Tuesday's announcement by Eric Holder, the US attorney-general, comes as Barack Obama, the US president, vowed to bring those responsible to justice for what he called the "worst environmental disaster" in the country's history.
"If our laws were broken leading to this death and destruction, my solemn pledge is that we will bring those responsible to justice on behalf of the victims of this catastrophe and the people of the Gulf region," Obama said on Tuesday.
Obama also promised to change oil-drilling laws, if necessary, to prevent similar disasters from happening, saying "if the laws on our books are insufficient to prevent such a spill, the laws must change".
'Vigorous' probe
The president's remarks came after he met Bob Graham, a former senator, and William Reilly, a former Environmental Protection Agency administrator, who are co-leading a presidential commission into the oil spill.
Obama pledged that the commission, which will have six months to make a report, will offer victims of the oil spill and future generations, a "full and vigorous" accounting of what happened.

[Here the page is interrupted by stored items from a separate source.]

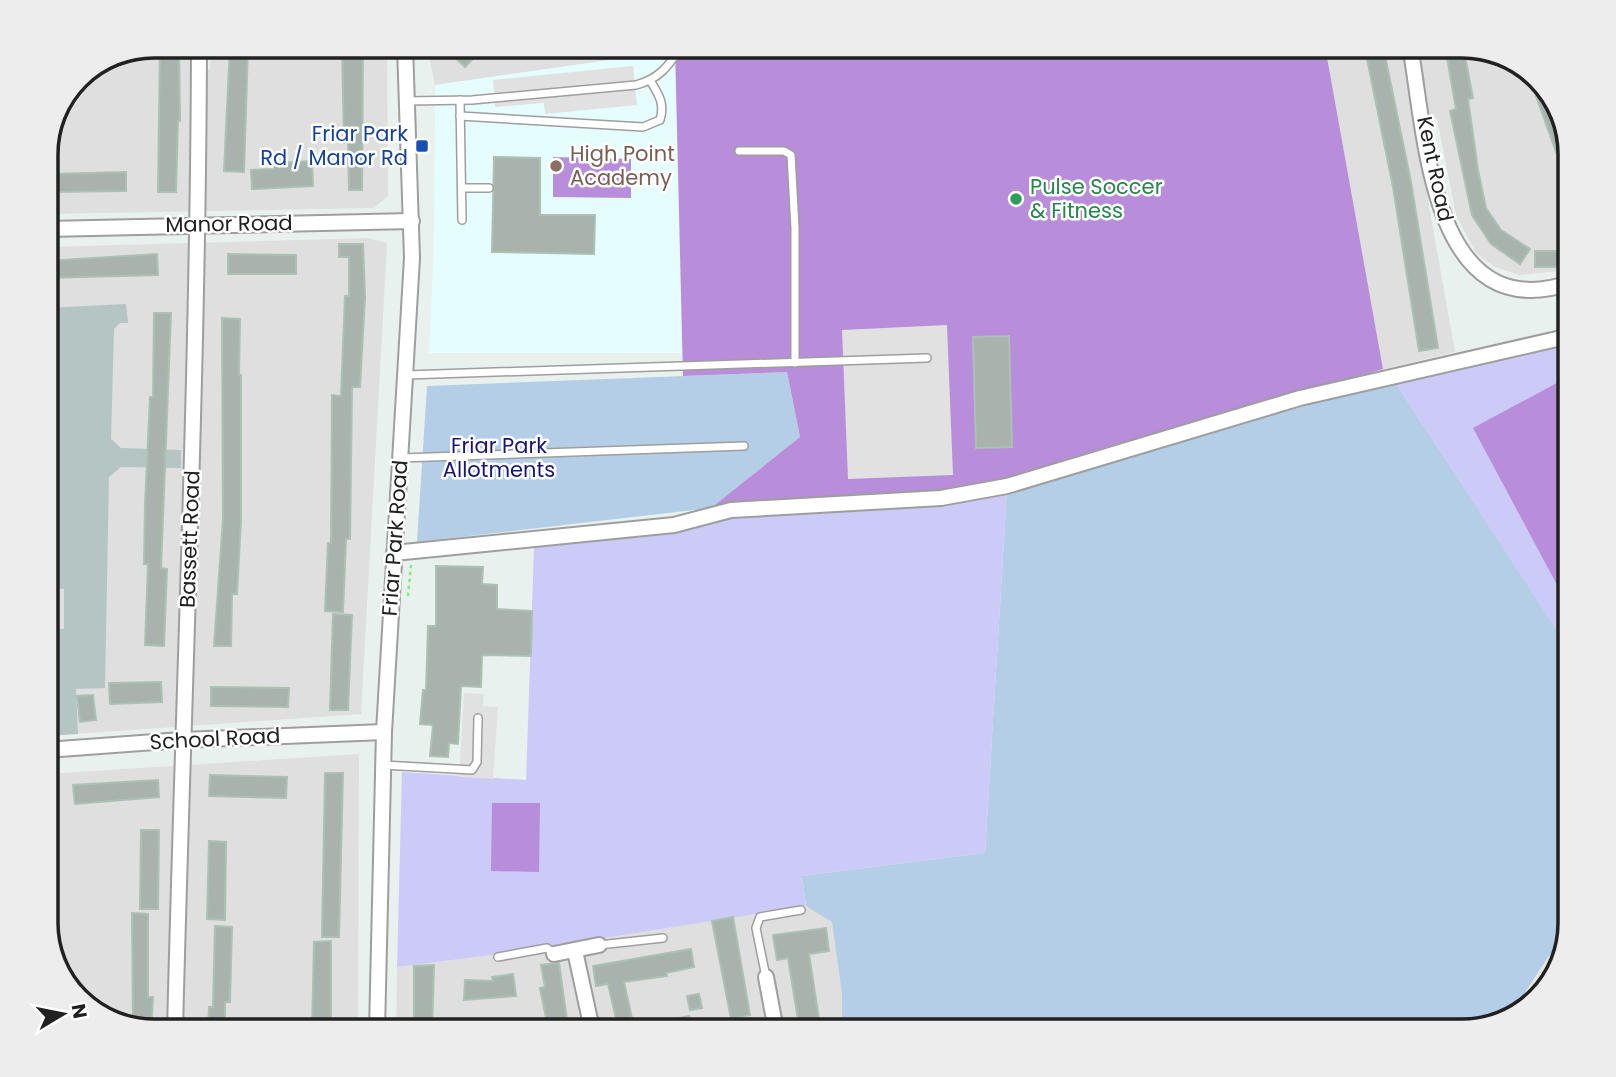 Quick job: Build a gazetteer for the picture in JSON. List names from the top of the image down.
{
  "streets": {
    "street": [
      "Kent Road",
      "Manor Road",
      "Friar Park Road",
      "Bassett Road",
      "School Road"
    ]
  },
  "crossings": [
    ["Manor Road", "Friar Park Road"],
    ["Manor Road", "Bassett Road"],
    ["Friar Park Road", "School Road"],
    ["Bassett Road", "School Road"]
  ],
  "parks": ["Friar Park Allotments"],
  "places": {
    "transit": ["Friar Park Rd / Manor Rd"],
    "other": ["High Point Academy", "Pulse Soccer & Fitness"]
  },
  "north": "right"
}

Holder, making his first visit to the disaster site where he took a tour of the spill, said he saw "oil for miles and miles, oil that we know has already affected plant and animal life along the coast".

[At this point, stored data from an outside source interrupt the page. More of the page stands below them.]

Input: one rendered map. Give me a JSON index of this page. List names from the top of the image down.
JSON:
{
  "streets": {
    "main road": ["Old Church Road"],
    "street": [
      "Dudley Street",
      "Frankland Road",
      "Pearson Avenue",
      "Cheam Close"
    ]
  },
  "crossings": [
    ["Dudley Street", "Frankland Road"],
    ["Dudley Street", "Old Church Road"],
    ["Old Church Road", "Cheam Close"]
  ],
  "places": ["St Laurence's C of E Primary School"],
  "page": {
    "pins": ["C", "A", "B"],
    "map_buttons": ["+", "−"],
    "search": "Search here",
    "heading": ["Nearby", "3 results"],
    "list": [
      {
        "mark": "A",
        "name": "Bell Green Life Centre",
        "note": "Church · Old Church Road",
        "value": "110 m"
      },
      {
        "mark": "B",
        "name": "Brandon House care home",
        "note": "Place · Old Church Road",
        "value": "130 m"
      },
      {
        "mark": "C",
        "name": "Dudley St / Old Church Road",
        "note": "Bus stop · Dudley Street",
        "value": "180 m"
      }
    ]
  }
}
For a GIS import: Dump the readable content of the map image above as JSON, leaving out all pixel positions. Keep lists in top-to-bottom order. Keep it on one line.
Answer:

"We have begun both a criminal as well as a civil investigation as is our obligation under the law," Holder told reporters after meeting with state and federal prosecutors in New Orleans.
Federal agencies, including the FBI, are participating in the probe and "if we find evidence of illegal behaviour, we will be forceful in our response," he said, adding that prosecutors had "sufficient basis" to start a criminal probe.
Holder declined to say who were the targets of the investigation, but the justice department has already demanded that at least three companies involved in the spill, BP, Transocean Ltd and Halliburton, preserve their records related to the accident.
Hurricane season
Pressure has been building on oil giant BP and the Obama administration to stop the gushing oil, now in its 43rd day and with no end in sight.
The cost of dealing with the environmental crisis now totals $990m and there are fears the spillage of oil will now go on until at least August, when the drilling of relief wells is expected to be completed.
With the ambitious "top kill" attempt having failed to stop the massive leak over the weekend, BP was scrambling to start yet another attempt to solve the problem.
An effort to saw through the pipe leaking the oil and cap it, could be tried as soon as Wednesday.
But the risky procedure, in which the company will put a lid on the spewing wellhead so oil can be siphoned to the surface, could, at least temporarily, increase the oil flow.
The company also wants to build a new freestanding riser to carry oil toward the surface, which would give it more flexibility to disconnect and then reconnect containment pipes if a hurricane passes through the area.
The Atlantic hurricane season started on Tuesday, raising fears that the oil crisis could get a lot worse.